Desk2 12 maggio 2013
Per la vicenda della diaria, Marino Mastrangeli - il parlamentare grillino espulso dal movimento M5s per aver infranto il divieto imposto da Beppe Grillo ai suoi di partecipare ai talk show - si aspetta l'espulsione di un centinaio di parlamentari Cinque Stelle che non vogliono restituire questa voce dello stipendio da onorevole.



Lo ha detto a "L'intervista della domenica" su Tgcom 24. Vito Crimi? Un «perdivoti» ha detto, tra l'altro, Mastrangeli del capogruppo M5s alla Camera.



«La polemica sulla diaria? Sono stato il primo a lanciare questa piccola bomba termonucleare proprio a Pomeriggio Cinque. Ho fatto vedere le mie buste paga e ho detto che secondo me sarebbe esplosa una piccola bomba perché non ero sicuro che loro volessero restituire questi soldi, come avevano demagogicamente detto», ha detto Mastrangeli.



«Alla fine farò quello che faranno i miei colleghi. Non mi nascondo perché sono stato il primo a far vedere la mia busta paga. Mi voglio divertire a vedere l'espulsione di altri 100 parlamentari del M5s, ci sarà da ridere», ha proseguito.



Poi l'affondo su Crimi. «È un perdivoti ed è invidioso di me. Ha portato la Lombardia al 17% e a Brescia ha preso il 14%. Io sono un prendivoti e lui un perdivoti ma è riuscito a diventare il capogruppo con uno sgambetto. Sono 4 anni che mi invidia politicamente».
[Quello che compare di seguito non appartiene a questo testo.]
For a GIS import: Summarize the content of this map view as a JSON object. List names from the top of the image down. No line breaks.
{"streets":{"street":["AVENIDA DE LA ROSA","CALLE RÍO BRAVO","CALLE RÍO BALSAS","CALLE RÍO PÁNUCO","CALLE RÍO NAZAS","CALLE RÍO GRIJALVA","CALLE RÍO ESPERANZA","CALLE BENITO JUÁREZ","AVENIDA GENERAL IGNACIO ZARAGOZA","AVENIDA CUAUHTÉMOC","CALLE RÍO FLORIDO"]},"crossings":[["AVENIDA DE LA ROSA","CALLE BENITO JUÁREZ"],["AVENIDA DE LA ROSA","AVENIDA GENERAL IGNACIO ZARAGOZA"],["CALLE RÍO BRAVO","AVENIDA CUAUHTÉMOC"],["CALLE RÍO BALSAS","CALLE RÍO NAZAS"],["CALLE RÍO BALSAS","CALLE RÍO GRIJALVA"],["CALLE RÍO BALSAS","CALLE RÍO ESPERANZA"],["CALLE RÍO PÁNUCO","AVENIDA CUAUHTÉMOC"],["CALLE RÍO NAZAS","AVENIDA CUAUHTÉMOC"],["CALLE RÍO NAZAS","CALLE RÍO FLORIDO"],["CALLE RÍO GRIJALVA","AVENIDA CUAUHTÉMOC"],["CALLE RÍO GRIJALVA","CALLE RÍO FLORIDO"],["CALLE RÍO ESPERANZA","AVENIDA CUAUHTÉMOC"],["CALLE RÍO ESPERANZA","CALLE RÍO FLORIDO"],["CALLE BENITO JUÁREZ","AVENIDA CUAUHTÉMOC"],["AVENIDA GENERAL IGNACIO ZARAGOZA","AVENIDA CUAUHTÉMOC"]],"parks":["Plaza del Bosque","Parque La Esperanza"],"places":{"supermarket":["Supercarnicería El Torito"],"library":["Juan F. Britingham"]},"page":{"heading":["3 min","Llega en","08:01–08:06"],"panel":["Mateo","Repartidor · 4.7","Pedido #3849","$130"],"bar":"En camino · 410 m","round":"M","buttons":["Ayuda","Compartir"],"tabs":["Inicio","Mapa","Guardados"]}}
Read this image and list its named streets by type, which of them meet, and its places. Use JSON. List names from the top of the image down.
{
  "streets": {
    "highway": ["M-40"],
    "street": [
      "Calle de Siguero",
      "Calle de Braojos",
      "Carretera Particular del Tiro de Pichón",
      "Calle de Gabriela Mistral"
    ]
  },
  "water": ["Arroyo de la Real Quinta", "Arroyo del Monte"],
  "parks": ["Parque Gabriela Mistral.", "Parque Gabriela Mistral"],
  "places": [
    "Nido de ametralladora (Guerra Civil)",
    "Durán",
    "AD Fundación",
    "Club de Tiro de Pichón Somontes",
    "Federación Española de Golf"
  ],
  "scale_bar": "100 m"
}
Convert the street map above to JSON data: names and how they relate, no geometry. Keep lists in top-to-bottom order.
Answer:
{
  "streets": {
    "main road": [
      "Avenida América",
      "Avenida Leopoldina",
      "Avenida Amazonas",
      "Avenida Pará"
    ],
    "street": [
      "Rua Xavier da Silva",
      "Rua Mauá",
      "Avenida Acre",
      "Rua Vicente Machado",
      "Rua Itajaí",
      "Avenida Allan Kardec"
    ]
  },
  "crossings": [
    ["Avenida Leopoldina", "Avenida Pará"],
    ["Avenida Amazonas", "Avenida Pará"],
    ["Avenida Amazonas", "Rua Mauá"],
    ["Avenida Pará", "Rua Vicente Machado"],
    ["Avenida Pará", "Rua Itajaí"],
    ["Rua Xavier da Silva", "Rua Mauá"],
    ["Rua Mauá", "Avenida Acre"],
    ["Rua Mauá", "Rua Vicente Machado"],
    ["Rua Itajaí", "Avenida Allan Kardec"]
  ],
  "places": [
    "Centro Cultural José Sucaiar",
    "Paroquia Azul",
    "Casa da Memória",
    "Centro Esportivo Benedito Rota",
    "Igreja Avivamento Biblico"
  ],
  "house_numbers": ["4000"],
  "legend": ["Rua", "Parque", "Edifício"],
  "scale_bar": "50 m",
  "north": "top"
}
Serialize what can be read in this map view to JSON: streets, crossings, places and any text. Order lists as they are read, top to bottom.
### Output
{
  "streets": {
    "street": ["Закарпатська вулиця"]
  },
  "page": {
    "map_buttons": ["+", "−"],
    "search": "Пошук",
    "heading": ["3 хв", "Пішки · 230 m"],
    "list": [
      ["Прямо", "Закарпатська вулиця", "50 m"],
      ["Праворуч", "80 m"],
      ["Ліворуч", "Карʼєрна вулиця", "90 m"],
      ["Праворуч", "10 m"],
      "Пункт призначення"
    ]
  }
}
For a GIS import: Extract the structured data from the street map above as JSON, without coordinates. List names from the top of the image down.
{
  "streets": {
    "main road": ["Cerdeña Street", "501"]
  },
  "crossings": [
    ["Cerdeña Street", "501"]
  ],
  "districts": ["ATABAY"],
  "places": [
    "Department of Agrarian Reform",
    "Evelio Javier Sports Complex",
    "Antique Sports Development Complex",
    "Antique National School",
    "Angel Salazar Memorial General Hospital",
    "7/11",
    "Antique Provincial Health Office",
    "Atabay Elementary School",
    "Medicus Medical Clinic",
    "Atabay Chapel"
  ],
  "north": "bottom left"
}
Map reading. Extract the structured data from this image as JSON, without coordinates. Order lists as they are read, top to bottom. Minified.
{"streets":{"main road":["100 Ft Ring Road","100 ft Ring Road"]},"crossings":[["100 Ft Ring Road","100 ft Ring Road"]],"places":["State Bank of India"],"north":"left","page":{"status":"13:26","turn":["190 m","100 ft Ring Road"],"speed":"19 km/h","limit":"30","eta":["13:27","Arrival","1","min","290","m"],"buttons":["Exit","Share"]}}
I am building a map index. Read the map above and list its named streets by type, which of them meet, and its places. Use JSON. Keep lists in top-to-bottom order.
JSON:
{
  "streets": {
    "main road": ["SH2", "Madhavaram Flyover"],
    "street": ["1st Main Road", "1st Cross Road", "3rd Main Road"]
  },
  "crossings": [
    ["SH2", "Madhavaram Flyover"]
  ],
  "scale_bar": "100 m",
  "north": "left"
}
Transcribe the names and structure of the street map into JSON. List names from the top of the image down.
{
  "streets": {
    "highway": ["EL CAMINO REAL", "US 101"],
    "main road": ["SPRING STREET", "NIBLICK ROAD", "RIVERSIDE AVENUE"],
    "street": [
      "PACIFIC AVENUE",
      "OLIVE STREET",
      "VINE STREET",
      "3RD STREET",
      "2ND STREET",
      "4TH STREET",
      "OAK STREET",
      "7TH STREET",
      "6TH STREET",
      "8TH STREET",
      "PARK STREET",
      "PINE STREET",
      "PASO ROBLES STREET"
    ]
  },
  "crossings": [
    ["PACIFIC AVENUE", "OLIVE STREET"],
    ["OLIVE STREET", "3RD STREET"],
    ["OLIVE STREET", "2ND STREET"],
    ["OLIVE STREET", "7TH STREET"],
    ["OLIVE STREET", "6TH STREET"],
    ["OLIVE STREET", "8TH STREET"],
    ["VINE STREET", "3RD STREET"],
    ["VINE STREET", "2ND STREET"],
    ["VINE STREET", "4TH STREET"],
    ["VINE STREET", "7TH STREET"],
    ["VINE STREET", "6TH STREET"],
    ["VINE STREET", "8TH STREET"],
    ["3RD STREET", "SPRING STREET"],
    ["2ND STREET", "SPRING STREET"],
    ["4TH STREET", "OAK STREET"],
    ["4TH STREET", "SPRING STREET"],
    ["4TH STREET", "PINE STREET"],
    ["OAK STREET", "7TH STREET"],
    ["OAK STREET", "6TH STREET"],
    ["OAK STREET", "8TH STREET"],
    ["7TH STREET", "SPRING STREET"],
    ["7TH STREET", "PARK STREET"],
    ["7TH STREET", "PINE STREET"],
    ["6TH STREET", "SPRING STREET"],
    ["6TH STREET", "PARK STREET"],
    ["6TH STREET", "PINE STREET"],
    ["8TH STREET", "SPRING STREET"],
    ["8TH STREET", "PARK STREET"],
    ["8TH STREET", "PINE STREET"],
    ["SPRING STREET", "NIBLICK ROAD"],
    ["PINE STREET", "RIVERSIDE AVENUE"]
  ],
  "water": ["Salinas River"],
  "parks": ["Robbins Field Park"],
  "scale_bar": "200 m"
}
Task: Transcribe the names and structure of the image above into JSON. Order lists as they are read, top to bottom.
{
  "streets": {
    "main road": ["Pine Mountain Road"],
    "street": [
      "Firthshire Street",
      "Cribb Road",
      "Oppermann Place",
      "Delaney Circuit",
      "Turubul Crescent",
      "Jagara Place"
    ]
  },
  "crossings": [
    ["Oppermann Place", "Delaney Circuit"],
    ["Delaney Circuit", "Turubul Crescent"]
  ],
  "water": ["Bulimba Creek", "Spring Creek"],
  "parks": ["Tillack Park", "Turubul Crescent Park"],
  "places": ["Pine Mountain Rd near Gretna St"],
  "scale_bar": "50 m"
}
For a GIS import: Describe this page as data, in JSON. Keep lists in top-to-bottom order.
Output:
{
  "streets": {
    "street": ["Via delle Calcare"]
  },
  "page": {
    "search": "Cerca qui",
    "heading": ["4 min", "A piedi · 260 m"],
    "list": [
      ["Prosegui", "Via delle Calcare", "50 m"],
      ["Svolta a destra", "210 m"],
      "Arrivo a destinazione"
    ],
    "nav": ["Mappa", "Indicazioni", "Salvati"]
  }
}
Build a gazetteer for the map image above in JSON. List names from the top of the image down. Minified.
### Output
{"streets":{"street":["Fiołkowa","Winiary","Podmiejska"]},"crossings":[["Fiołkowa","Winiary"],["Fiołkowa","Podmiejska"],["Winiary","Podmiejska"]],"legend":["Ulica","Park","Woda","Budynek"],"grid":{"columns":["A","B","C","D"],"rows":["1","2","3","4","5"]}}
Infine torna sull'episodio che gli è costato l'espulsione, «non ho mai preso parte ad un talk show politico, ho solo rilasciato interviste al conduttore, poi ho salutato e me ne sono andato. Crimi è andato a Porta a Porta durante l'orario di lavoro. Io invece ho preteso di stare in collegamento per non entrare nel talk show».